I have to scroll down on the homepage for the arrow link to older articles to find it. Returning to the main page again, I scan the most recent post—it’s about some missing kids in Manitoba—and toward the end there’s mention of an upcoming interview scheduled later in the week with the family, to be conducted by Jenni Montgomery.
“She left Whitehorse?” I ask, assuming that’s what he’s indicating.
“Yeah. A lot of buzz in Red Fox Lake about her leaving for good and someone saw her in the city taking a cab to the airport.”
The kettle whistles but it takes a moment for it to register in my brain past the relief. Eventually I turn and pour the boiling water over the tea bag in my cup, the noise ceasing. “When she first approached me, she said she was doing some kind of article due out in December. She was here yesterday taking photos.”
Owen swears under his breath. “Might be. Wouldn’t surprise me.
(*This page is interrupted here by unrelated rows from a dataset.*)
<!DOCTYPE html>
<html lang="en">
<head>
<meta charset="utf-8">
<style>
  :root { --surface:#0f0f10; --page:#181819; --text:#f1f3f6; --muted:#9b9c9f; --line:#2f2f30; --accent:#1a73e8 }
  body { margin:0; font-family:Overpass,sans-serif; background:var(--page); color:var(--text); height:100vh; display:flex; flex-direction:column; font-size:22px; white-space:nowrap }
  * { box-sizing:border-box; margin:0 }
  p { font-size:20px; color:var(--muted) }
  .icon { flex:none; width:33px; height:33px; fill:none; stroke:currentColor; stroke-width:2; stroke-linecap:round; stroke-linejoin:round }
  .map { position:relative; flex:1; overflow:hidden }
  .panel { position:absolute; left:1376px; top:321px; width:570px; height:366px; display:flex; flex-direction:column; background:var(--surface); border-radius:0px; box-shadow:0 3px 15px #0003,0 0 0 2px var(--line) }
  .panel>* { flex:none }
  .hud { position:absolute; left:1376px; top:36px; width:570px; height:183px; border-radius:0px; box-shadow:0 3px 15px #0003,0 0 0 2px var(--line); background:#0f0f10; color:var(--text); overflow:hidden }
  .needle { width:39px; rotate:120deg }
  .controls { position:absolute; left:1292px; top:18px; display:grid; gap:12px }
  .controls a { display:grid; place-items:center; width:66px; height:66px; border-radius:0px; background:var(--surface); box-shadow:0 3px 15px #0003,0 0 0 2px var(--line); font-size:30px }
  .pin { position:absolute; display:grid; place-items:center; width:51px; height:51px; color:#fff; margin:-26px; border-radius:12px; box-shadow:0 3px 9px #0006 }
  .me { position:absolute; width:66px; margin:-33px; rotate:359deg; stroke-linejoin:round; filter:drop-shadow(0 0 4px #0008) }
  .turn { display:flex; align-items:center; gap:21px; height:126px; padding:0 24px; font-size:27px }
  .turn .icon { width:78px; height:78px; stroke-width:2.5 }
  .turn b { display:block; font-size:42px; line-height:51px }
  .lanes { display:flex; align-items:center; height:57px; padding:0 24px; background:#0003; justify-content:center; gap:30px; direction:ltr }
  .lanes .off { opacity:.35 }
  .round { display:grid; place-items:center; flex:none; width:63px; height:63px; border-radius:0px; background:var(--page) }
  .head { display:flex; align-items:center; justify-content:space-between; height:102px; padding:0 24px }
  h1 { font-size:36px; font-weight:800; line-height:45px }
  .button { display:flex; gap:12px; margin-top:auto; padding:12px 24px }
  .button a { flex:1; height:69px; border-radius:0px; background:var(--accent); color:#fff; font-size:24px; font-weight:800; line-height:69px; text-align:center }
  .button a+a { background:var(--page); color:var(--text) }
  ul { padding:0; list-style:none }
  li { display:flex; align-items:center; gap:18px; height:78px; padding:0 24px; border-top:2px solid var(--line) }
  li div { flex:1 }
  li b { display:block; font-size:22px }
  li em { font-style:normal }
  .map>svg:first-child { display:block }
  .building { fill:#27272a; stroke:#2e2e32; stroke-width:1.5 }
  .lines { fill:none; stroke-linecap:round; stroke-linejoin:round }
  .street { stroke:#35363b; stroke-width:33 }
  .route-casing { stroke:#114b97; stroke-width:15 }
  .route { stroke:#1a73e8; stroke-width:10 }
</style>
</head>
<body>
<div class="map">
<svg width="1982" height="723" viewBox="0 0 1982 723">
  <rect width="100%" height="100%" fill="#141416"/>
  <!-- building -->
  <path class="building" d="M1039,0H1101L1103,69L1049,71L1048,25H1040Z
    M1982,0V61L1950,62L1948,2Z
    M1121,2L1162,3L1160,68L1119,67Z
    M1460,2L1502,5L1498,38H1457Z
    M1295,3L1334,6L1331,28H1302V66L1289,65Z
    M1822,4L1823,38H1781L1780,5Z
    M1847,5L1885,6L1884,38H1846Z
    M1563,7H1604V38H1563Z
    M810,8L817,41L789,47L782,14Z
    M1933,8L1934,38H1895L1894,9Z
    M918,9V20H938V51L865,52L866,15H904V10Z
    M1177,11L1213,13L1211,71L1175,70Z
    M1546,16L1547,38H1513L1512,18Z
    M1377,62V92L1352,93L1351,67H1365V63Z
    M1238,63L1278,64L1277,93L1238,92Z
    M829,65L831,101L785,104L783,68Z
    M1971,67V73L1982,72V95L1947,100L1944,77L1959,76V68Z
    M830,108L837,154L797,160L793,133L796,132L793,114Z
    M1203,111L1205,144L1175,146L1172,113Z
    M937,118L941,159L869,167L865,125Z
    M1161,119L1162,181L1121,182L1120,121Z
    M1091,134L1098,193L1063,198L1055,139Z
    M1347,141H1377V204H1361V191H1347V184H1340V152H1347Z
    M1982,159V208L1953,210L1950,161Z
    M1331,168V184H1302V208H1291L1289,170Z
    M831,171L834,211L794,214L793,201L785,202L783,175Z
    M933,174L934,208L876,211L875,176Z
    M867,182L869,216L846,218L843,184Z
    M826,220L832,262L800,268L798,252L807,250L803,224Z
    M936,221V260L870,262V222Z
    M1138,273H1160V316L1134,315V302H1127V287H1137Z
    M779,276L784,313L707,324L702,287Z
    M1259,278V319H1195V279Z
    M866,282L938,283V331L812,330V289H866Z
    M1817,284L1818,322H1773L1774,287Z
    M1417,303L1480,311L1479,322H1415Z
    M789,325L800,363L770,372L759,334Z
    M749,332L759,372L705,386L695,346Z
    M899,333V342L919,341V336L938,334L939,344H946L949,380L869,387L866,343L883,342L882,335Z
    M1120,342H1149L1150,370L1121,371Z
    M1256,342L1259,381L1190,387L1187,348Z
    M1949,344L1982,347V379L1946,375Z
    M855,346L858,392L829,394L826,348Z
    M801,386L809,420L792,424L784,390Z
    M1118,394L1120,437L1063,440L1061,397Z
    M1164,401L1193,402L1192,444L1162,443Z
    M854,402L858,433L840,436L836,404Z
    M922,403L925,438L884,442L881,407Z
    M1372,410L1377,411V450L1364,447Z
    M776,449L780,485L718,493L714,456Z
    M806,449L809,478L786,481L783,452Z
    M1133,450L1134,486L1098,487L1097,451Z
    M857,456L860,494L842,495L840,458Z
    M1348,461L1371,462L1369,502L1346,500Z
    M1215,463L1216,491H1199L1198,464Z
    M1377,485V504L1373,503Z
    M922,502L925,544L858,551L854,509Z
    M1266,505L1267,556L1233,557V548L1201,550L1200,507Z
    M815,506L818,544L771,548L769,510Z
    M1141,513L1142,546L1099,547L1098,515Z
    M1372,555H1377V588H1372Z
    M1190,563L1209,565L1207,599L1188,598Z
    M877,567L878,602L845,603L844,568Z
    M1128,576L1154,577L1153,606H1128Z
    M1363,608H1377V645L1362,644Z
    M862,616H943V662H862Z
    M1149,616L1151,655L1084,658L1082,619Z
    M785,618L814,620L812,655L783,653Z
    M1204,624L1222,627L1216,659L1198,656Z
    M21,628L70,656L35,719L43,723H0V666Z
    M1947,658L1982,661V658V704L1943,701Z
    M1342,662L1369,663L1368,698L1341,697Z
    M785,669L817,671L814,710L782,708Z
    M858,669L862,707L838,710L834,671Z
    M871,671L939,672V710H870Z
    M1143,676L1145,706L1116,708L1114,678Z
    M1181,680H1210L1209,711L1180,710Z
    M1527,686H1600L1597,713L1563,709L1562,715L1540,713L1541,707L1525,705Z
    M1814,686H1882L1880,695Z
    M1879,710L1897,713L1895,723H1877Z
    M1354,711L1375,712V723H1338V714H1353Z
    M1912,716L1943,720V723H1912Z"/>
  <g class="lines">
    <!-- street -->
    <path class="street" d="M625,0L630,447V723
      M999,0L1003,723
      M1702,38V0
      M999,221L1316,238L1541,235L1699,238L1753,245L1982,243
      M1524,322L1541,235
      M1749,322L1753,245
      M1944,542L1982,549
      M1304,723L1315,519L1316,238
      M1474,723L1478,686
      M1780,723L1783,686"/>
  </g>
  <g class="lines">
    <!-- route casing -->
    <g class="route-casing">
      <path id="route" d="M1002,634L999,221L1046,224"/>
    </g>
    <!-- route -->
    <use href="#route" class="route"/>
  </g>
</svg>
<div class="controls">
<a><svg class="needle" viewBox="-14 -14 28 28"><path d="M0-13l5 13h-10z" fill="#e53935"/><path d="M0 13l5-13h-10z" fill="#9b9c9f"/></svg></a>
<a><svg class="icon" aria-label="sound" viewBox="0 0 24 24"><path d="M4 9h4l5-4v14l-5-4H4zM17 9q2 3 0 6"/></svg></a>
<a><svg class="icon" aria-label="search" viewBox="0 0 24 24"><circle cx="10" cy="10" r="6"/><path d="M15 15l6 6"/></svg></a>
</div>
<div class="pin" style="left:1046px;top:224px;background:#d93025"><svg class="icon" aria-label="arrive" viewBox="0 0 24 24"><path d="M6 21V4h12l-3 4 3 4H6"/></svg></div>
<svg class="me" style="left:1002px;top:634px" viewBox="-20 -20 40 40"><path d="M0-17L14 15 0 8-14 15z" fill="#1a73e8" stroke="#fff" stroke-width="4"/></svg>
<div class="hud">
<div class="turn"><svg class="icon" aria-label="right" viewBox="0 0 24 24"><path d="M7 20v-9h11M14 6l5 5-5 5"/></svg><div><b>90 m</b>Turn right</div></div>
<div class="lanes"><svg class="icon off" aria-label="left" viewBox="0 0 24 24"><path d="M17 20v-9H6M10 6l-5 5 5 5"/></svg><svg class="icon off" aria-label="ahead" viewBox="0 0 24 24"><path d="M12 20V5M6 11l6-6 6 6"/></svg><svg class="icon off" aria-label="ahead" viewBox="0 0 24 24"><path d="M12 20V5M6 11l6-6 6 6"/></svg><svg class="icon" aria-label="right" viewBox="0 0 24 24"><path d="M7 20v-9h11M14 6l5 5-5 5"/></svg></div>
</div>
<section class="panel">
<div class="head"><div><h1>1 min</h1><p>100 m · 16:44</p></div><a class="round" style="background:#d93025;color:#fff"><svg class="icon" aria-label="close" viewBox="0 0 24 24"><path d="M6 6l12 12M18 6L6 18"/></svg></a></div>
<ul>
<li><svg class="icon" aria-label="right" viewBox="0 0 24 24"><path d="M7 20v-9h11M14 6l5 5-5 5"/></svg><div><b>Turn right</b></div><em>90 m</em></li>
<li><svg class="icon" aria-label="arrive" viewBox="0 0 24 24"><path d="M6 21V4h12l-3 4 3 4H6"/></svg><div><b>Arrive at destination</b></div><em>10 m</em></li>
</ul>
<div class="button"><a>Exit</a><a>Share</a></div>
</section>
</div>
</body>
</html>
But for now...”
For now some of the attention had eased off me, even if it was already too late. “I warned her travel would be difficult if she didn’t get out soon. I don’t think the weather here agrees with her.”
“I’m sorry—”
“It’s fine, it’ll die down.”
“But that article brought someone here that could hurt you and Dee, and that’s my fault.”
“I don’t blame you.” I did, a little bit, but it wasn’t maliciousness on his part. I change the subject. “When are you going south?”
A heavy sigh. “I don’t know.”
“Last year that storm blocked the roads for the better part of a week.” Nick disappearing was only the start of it—and maybe he might’ve been found if the weather conditions had allowed for easier searching.
“Anyone been around the house?”
“Just Montgomery.” There’s no point in telling him about Halloween—I’d have to explain more than I want to.
“I can’t just leave when I know you’re in trouble,” he says.
“If he’s found me...then he’s found me, Owen. You can’t stop it by not working and hanging around Red Fox Lake until spring, unable to pay your bills.”
“I’ve got savings.”
Not if you’re going to keep working here free or buying security features for my house. “You’ve done so much for us...and remember, I have Janelle and her family. If it’s too much this winter, if I’m worried, they’ve got room for us.”
He’s silent on the other line—I think he knows as well as I do that he can’t stay here indefinitely. And he can’t both have his space from me and still be on call twenty-four-seven to help in an emergency. I’ve used a tremendous amount of his goodwill and he’s not acted like it’s obligated me toward him but more of the reverse—like the more he does for me, the more he wants to do for me. Maybe it’s something psychological, like I’m an investment and he wants to feel justified in his choices.
I haven’t told him about the gun. I don’t plan to. Maybe it would reassure him, but for me the fewer people who know about it, the better. Most assume anyone rural around here has at least a hunting rifle anyway.
“I’ll think about it,” he says at last, and I hope he goes for it.
Because there is most certainly more than a snowstorm coming, and the fewer people who get caught in it, the better.